*** MATERIAL SHOWN ***

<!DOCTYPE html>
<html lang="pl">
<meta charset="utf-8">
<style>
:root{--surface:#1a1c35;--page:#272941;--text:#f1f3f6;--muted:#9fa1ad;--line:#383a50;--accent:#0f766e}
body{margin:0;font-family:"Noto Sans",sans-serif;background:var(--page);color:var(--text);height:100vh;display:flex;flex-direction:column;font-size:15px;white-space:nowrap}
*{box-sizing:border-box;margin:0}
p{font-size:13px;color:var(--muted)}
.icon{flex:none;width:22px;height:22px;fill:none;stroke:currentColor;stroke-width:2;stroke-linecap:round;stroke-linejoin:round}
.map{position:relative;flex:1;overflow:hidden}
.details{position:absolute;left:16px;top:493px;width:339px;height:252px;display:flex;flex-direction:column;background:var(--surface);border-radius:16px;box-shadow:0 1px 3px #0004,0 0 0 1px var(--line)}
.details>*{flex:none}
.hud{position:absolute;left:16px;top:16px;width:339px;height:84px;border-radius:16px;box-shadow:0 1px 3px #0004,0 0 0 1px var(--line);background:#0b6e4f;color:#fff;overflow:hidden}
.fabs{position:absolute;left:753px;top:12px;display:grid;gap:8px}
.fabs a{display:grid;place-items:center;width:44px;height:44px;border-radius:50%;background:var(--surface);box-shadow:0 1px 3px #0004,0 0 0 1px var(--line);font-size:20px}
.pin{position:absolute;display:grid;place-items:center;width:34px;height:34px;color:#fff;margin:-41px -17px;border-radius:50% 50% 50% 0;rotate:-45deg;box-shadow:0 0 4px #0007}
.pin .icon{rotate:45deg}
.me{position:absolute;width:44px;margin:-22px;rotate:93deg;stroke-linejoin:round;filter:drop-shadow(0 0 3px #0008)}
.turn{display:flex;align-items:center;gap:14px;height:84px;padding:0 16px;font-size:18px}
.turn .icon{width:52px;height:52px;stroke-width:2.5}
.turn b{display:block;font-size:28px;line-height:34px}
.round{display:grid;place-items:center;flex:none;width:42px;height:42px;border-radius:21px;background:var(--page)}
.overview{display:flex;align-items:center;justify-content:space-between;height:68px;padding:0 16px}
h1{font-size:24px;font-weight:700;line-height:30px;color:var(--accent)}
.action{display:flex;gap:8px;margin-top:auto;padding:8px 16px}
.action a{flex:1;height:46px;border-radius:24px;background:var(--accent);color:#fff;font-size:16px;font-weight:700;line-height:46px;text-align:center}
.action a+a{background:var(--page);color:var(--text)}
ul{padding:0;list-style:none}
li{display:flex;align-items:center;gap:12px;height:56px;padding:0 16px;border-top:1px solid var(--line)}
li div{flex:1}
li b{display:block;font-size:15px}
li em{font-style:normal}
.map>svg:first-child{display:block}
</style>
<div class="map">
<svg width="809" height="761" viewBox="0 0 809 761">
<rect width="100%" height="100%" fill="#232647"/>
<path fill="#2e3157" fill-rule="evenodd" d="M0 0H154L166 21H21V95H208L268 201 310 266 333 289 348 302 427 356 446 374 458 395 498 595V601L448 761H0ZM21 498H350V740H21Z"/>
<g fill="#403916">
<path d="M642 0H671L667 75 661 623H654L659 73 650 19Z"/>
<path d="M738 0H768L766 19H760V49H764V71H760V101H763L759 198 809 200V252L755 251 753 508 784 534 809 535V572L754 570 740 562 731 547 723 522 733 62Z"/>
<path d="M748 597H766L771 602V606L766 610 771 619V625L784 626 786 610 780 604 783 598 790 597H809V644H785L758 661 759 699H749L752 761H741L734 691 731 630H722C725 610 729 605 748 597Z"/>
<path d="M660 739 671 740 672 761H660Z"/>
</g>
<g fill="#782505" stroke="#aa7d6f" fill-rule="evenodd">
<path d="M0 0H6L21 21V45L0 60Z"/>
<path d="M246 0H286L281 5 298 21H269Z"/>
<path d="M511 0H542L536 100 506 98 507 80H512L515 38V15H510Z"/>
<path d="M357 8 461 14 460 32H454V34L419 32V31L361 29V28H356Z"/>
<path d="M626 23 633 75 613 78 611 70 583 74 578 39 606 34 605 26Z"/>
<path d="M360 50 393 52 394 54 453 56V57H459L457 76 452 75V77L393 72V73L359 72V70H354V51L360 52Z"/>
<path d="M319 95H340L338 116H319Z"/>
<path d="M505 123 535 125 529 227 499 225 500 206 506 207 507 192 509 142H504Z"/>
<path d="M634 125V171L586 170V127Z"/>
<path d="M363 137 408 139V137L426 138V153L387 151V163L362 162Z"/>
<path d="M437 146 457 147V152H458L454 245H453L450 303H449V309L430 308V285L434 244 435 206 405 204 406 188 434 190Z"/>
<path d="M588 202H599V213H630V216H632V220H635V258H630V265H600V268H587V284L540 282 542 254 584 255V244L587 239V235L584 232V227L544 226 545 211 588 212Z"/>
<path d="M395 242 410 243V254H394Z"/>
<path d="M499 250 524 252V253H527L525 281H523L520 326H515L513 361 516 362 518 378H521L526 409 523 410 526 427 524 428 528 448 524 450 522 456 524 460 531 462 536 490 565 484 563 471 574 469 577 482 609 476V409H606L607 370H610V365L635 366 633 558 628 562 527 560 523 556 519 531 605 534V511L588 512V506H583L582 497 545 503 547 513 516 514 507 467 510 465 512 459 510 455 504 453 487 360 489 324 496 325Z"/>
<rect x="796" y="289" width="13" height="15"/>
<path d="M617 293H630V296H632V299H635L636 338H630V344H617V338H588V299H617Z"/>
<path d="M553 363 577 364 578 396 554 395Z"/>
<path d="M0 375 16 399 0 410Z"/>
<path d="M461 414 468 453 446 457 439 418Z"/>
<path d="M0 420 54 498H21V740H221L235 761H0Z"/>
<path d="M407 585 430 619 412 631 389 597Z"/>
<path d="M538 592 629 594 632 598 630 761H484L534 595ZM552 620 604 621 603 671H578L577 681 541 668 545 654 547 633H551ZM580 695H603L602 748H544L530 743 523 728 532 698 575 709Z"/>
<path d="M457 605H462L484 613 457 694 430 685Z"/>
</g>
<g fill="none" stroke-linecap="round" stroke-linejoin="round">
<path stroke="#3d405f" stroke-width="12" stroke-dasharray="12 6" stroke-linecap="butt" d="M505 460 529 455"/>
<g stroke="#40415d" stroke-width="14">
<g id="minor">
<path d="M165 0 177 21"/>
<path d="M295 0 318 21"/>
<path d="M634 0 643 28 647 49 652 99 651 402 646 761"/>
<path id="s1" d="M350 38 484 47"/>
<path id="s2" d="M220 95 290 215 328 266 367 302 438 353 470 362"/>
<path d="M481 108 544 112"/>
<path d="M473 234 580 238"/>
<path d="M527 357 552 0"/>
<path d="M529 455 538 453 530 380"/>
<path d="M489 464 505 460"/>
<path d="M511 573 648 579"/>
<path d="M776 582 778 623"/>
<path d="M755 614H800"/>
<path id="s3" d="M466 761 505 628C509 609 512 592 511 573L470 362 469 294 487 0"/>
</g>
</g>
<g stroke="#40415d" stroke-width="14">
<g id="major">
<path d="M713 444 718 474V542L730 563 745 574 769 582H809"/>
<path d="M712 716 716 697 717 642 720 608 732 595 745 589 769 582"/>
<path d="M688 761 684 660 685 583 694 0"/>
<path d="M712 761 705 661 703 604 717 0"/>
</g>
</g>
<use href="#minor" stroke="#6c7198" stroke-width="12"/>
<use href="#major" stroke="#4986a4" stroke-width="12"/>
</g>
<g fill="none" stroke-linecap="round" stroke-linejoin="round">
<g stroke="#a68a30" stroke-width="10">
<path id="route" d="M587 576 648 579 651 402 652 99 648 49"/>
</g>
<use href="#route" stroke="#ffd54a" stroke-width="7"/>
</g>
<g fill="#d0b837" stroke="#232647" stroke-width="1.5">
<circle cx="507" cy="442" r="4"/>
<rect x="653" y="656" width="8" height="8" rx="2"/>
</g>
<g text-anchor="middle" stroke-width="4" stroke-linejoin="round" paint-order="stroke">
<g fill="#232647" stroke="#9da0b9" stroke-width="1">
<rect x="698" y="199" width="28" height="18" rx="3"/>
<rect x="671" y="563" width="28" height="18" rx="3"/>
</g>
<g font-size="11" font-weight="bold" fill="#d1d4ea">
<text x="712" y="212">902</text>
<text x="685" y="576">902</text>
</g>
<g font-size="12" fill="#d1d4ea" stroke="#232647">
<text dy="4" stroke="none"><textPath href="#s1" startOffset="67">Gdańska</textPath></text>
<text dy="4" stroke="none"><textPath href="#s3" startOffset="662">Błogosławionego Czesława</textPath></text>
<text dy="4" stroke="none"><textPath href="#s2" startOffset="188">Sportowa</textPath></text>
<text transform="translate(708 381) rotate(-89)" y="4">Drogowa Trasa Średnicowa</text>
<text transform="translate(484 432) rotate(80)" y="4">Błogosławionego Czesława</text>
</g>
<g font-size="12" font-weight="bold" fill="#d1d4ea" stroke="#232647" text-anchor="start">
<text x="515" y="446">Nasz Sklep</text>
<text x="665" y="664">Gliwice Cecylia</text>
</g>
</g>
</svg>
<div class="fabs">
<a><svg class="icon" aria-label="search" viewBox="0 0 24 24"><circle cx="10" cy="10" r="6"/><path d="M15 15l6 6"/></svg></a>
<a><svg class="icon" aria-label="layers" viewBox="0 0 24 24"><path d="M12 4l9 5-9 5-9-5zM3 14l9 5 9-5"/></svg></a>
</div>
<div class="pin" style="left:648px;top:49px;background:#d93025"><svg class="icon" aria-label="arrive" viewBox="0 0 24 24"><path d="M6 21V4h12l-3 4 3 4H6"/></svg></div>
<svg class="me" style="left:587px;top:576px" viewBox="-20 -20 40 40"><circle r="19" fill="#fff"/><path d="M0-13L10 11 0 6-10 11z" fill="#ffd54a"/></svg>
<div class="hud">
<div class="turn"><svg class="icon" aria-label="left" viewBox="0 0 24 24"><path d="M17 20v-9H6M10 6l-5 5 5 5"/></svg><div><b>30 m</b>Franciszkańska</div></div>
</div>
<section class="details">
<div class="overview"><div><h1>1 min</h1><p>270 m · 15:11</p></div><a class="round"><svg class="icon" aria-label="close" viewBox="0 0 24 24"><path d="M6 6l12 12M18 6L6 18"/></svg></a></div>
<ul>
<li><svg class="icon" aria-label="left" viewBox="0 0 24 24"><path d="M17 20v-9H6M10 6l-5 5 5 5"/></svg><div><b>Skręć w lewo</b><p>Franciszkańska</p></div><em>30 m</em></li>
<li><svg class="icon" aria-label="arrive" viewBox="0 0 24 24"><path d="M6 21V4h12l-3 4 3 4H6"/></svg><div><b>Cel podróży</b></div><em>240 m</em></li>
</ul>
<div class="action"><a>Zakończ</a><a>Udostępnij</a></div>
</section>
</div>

*** End of MATERIAL SHOWN ***
*** MATERIAL SHOWN ***

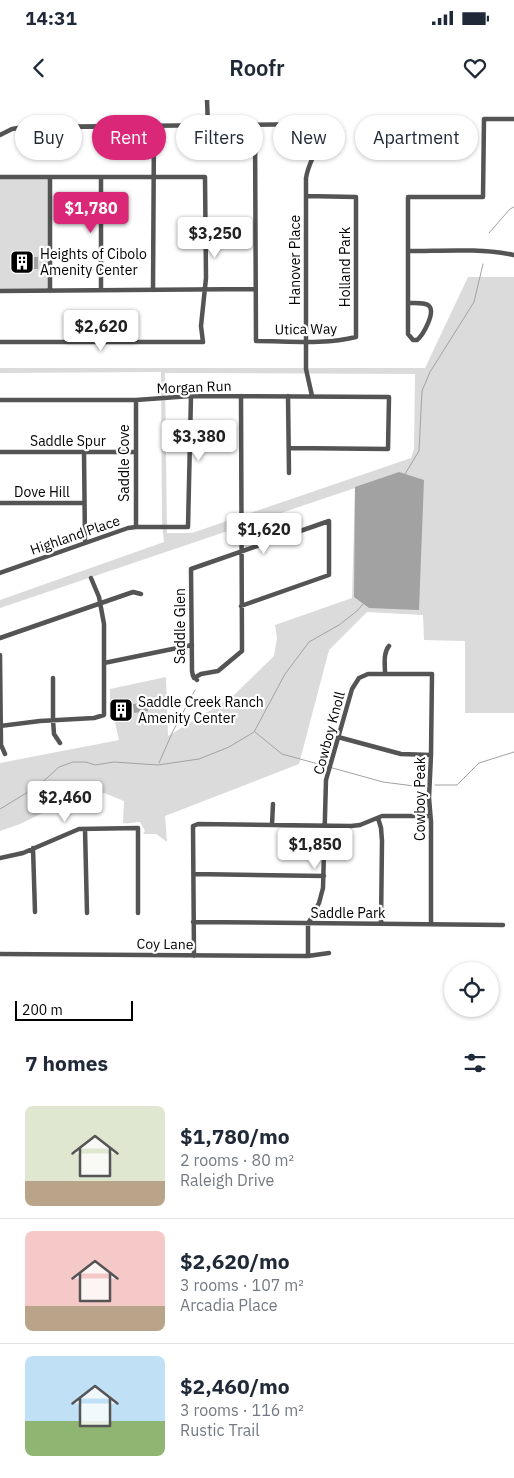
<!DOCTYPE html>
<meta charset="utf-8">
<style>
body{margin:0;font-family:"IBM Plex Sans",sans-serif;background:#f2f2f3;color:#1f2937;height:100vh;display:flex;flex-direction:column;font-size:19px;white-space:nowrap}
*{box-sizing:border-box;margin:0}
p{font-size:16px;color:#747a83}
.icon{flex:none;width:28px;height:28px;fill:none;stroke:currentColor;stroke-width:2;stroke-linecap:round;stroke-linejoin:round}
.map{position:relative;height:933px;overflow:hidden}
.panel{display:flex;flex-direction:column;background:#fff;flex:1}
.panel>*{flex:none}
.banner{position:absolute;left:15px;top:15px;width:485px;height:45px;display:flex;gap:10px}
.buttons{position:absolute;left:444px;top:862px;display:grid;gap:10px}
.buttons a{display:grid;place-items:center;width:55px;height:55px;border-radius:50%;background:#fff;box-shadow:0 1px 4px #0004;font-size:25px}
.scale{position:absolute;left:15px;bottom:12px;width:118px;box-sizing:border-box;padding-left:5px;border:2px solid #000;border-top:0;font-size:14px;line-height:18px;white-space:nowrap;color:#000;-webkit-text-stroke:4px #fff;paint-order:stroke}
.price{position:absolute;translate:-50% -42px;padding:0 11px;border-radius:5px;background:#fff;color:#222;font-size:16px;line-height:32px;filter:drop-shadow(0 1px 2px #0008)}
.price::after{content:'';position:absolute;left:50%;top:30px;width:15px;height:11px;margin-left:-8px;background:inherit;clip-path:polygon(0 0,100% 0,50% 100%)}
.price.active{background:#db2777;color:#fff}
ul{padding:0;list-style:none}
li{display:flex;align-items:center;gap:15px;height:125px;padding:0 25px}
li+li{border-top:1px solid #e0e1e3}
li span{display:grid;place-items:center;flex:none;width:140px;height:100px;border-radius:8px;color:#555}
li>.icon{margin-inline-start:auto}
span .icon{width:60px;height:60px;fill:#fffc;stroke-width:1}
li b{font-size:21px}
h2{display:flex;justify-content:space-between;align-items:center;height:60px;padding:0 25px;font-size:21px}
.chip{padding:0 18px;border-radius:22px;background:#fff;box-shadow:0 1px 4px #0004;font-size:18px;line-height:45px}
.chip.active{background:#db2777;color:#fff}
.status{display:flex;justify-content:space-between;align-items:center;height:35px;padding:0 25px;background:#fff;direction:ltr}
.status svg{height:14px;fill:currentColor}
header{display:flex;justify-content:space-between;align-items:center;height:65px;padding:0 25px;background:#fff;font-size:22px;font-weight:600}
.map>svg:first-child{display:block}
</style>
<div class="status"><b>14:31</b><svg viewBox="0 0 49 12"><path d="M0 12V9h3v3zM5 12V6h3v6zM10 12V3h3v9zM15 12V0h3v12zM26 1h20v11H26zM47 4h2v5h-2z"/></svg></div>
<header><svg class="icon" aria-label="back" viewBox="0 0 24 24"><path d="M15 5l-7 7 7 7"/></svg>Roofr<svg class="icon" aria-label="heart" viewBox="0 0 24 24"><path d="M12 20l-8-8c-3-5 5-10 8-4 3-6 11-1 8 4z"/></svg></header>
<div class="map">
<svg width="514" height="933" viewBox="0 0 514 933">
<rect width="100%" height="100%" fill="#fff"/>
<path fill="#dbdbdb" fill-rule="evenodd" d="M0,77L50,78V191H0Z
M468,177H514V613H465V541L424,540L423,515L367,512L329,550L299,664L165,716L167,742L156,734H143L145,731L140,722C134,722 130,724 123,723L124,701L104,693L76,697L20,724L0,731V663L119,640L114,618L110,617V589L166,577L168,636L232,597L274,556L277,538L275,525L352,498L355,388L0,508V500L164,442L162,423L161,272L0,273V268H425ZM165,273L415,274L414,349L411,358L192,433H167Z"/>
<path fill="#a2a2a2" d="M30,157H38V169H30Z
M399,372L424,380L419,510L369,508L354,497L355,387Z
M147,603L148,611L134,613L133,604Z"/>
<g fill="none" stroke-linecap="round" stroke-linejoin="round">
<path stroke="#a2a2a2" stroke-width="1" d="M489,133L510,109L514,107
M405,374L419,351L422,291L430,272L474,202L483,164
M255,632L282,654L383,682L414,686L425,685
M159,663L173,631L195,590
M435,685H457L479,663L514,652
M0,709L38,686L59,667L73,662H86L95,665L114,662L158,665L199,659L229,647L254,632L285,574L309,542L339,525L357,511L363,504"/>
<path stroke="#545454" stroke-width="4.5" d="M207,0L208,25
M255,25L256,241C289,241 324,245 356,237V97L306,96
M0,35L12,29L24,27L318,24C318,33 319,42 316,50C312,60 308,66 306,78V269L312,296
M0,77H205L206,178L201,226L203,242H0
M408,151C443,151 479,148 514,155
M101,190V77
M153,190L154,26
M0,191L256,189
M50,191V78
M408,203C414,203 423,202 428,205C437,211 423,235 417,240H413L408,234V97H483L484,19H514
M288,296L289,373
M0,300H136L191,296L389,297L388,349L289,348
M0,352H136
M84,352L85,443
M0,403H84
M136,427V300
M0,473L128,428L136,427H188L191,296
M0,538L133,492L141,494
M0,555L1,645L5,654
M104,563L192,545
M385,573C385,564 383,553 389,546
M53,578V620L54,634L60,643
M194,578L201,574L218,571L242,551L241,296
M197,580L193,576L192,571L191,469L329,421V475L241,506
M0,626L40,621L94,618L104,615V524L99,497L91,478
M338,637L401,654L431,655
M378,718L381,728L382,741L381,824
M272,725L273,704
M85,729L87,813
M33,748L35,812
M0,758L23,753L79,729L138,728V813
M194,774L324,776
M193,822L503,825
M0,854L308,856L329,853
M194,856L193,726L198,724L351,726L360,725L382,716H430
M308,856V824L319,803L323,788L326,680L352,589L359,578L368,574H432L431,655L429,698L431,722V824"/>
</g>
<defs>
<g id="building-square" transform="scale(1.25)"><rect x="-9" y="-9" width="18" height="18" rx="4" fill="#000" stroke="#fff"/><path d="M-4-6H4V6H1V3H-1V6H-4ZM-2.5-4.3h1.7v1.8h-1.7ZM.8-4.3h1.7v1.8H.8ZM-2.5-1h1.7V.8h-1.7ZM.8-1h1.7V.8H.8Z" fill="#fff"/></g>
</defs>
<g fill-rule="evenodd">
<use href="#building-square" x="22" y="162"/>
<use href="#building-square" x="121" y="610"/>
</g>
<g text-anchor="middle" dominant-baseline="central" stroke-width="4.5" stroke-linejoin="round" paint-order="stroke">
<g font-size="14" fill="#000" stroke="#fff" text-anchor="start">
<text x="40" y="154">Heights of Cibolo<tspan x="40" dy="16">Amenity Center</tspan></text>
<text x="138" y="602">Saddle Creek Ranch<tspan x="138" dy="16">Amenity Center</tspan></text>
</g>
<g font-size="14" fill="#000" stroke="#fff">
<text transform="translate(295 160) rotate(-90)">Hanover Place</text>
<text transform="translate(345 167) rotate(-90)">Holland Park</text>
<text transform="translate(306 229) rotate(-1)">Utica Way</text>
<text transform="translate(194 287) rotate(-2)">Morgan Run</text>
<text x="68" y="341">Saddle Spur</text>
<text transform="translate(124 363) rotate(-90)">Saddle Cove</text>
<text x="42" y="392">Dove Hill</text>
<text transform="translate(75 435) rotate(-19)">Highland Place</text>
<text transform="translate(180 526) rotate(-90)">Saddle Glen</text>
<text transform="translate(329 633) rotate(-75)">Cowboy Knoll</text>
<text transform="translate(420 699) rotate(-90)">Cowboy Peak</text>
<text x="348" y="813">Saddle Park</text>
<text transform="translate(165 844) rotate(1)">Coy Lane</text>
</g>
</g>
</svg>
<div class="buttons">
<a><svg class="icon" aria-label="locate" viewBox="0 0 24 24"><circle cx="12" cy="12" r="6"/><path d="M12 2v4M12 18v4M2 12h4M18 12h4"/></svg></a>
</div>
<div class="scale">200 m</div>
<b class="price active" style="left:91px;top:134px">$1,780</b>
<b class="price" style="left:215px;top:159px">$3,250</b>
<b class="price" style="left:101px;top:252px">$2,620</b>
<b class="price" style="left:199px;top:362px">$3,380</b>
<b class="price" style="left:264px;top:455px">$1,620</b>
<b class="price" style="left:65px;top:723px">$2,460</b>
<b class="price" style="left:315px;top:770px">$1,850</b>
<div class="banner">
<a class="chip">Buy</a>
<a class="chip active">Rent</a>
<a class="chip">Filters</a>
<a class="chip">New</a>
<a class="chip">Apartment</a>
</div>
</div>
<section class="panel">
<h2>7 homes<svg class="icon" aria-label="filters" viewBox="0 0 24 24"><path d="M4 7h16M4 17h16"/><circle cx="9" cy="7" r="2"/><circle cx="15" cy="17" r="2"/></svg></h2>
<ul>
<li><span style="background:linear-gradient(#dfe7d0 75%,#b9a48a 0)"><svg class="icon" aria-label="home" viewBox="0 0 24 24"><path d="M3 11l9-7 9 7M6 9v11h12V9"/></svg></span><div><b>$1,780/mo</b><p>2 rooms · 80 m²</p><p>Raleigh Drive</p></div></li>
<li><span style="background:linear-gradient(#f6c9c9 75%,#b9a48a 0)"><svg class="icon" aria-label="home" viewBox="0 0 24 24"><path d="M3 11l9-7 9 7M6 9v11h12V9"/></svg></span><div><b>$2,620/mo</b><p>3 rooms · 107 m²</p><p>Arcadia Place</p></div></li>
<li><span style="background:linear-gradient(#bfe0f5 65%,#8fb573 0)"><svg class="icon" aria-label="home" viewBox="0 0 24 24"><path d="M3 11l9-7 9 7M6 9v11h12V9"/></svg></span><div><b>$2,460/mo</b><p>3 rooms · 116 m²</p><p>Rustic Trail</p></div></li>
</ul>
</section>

*** End of MATERIAL SHOWN ***

PROBLEM DETAILS >> Go through the entries above and report each line with the string "drop" in it.

SOLUTION FOR THIS TASK >>
.me{position:absolute;width:44px;margin:-22px;rotate:93deg;stroke-linejoin:round;filter:drop-shadow(0 0 3px #0008)}
.price{position:absolute;translate:-50% -42px;padding:0 11px;border-radius:5px;background:#fff;color:#222;font-size:16px;line-height:32px;filter:drop-shadow(0 1px 2px #0008)}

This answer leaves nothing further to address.